According to Kakos, Chartreuse had "the history and the mystery" that made it particularly attractive.
Since the monks dropped their bombshell, Chartreuse has become even more sought after, and yet sellers like Kakos receive only limited supplies.
"We are allocated three bottles of green and/or yellow every few months, that's all I get now," he tells RFI. "I have to turn lots of clients away."
Despite the frustration of not being able to satisfy his clients, Kakos says he "fully supports the monks".
He even sees a plus side to the scarcity.
In contrast to the "Amazon age where everyone expects things at the drop of a hat", he says, people are learning to "measure the amounts and enjoy every bit of it".

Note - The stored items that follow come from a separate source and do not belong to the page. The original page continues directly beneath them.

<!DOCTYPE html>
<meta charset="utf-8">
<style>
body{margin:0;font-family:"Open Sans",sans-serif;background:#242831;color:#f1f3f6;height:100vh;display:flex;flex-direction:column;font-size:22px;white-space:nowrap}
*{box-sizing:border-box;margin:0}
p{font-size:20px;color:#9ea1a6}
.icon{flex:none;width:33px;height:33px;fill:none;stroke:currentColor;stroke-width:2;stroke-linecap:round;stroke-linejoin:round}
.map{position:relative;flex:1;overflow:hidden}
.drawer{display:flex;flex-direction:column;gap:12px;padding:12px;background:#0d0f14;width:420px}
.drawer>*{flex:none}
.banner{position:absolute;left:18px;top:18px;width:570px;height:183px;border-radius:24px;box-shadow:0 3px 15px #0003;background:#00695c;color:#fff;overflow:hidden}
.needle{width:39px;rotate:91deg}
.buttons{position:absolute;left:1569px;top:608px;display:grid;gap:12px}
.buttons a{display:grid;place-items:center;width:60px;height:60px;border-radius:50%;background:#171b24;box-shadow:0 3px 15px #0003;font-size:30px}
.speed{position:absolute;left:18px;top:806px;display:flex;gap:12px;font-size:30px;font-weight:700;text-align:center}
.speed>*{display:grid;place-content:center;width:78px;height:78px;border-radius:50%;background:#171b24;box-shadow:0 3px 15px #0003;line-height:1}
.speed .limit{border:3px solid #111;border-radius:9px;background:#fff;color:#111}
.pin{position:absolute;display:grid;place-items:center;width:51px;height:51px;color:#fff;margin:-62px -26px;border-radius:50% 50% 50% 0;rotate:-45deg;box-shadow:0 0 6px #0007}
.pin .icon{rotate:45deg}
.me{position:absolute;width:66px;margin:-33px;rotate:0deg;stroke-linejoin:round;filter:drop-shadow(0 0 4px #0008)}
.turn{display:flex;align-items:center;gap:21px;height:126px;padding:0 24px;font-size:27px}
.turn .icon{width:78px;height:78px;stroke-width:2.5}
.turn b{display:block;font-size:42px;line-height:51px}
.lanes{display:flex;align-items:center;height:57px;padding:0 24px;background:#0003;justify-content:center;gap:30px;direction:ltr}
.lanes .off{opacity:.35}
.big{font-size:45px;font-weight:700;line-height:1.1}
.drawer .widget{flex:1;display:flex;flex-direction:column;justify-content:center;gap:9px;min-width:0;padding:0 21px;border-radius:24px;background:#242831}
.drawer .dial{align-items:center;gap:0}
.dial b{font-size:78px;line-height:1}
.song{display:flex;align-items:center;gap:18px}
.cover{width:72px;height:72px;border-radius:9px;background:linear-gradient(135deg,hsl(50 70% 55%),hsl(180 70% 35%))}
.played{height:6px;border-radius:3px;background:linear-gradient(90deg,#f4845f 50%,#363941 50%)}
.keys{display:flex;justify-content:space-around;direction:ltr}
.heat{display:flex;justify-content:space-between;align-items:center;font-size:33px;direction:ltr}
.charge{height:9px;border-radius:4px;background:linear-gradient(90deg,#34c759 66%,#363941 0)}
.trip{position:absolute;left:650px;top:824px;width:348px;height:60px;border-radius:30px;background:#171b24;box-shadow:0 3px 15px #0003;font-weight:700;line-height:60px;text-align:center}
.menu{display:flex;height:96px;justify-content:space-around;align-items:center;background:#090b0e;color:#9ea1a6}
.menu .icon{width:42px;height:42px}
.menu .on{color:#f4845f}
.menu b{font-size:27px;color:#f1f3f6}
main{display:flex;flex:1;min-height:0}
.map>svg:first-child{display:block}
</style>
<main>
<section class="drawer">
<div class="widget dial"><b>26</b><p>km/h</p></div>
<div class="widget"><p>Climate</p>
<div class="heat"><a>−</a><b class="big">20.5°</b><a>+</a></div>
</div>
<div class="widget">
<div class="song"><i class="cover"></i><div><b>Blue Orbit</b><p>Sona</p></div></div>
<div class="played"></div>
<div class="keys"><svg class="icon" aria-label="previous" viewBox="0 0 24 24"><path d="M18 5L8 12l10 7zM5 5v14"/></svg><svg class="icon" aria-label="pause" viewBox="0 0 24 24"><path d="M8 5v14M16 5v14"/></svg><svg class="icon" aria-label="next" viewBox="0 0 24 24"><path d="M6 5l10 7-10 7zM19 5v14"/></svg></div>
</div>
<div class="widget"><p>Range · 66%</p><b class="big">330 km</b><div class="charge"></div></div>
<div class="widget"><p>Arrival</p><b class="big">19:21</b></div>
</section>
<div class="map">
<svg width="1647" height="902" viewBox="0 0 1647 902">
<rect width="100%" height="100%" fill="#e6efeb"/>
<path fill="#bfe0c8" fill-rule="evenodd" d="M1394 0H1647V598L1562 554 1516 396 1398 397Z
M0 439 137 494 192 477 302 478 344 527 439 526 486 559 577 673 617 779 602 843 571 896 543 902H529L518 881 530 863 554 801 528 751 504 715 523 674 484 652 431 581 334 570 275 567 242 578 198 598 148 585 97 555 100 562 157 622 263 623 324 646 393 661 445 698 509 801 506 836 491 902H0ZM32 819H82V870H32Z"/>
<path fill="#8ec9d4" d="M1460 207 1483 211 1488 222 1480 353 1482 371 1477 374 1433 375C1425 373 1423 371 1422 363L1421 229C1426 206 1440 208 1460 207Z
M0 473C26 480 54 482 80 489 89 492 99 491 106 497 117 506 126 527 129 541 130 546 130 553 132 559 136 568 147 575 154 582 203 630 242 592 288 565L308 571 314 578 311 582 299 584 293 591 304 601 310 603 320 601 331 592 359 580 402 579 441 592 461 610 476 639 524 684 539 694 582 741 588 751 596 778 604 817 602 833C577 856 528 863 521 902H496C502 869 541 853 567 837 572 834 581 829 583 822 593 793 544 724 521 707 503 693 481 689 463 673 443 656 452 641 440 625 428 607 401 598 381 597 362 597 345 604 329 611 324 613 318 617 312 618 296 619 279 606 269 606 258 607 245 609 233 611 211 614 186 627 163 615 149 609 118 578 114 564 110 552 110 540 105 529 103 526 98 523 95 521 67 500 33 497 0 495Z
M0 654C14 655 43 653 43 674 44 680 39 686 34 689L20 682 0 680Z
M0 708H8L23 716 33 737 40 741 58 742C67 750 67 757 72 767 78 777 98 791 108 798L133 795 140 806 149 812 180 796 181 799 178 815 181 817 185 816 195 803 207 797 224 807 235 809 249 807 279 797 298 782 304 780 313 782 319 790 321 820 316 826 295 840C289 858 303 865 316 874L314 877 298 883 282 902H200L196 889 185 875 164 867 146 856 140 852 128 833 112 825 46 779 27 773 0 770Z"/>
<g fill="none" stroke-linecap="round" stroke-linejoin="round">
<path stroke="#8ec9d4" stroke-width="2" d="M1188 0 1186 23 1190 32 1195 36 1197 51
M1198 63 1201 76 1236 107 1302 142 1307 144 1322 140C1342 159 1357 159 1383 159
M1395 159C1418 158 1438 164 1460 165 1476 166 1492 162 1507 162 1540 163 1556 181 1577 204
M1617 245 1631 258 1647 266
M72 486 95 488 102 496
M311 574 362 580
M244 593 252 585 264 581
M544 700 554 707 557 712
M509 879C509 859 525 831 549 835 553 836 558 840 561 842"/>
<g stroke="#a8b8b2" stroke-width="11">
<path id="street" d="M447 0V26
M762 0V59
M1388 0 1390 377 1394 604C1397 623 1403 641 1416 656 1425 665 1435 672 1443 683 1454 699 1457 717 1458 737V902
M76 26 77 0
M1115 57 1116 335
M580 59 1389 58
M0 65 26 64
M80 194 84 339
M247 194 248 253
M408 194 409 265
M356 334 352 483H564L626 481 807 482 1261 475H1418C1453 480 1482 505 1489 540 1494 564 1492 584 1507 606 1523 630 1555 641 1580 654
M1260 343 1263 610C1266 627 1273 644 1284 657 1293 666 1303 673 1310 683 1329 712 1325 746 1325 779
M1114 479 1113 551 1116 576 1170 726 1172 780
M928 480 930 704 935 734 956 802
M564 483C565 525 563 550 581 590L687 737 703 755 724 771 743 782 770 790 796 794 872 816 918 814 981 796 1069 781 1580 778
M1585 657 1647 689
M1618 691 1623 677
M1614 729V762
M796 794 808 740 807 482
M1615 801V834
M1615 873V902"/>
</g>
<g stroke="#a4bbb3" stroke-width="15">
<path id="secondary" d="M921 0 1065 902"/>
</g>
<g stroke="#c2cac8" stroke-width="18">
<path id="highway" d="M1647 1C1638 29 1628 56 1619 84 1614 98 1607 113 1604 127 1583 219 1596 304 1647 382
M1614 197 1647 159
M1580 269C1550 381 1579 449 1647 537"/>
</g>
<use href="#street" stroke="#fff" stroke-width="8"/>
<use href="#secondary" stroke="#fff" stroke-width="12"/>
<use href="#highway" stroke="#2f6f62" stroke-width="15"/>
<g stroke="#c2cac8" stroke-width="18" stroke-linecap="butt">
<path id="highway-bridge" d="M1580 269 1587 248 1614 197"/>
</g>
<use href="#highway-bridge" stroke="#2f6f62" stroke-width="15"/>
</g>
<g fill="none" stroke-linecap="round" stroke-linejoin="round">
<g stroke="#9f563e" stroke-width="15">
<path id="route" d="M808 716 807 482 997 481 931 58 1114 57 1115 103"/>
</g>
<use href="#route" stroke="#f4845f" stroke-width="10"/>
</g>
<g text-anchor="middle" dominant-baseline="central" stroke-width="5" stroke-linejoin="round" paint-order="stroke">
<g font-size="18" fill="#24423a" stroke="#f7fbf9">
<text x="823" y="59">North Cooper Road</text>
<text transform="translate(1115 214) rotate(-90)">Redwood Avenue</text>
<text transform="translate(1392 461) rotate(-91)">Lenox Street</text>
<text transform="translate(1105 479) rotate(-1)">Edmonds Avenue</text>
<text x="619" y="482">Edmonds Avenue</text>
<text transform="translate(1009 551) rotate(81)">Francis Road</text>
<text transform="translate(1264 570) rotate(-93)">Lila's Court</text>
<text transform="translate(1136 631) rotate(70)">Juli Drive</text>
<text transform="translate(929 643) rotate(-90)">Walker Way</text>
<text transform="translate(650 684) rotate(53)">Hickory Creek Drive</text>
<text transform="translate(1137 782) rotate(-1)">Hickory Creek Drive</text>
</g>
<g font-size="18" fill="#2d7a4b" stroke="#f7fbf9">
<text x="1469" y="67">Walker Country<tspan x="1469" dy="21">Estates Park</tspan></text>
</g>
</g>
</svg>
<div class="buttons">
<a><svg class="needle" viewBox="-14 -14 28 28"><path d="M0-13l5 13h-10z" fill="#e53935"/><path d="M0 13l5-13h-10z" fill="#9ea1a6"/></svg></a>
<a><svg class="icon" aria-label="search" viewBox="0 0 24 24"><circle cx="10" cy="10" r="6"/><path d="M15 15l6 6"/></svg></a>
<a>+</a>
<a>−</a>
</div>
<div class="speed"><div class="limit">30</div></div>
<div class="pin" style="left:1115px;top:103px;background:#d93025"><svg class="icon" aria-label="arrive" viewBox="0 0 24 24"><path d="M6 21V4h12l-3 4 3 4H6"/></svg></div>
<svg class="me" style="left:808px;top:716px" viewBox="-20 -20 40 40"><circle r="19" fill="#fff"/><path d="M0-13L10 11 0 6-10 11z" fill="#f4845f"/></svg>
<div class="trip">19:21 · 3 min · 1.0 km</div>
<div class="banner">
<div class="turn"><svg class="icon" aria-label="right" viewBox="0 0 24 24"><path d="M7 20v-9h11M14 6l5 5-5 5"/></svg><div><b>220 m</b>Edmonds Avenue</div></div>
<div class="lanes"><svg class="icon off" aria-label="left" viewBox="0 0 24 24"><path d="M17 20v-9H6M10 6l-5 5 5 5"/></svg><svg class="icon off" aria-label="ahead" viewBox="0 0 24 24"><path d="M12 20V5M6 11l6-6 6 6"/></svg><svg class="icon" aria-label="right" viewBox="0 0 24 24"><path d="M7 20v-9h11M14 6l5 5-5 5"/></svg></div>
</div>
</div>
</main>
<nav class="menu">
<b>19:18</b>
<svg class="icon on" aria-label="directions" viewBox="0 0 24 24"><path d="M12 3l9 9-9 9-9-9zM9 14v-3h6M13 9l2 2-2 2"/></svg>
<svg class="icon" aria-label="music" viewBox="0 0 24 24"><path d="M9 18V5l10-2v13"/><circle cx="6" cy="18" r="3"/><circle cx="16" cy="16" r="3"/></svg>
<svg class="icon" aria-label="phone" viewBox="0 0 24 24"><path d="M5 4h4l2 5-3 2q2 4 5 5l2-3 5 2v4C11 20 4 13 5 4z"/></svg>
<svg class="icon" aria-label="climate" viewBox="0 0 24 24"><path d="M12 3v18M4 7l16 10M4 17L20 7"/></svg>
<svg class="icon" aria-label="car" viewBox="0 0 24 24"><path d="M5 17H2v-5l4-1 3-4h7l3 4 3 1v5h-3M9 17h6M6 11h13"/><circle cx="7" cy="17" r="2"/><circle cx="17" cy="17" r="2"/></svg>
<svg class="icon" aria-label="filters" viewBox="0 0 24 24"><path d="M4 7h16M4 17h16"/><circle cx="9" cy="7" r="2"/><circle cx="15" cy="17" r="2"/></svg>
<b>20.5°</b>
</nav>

The monks, meanwhile, are diversifying their activities, returning to their Medieval roots as fine connaisseurs of herbal medecine.
They've already begun working with three other Carthusian orders to grow, dry and commercialise herbal teas.
"We've turned into farmers over the last year, with pilot projects in three monasteries in the Var, Ain and Aveyron regions," said Delafon. "The recipes are based on what the monks will be able to cultivate on their lands."
The monks are moving with the times – which more and more means focusing on the circular, rather than global, economy.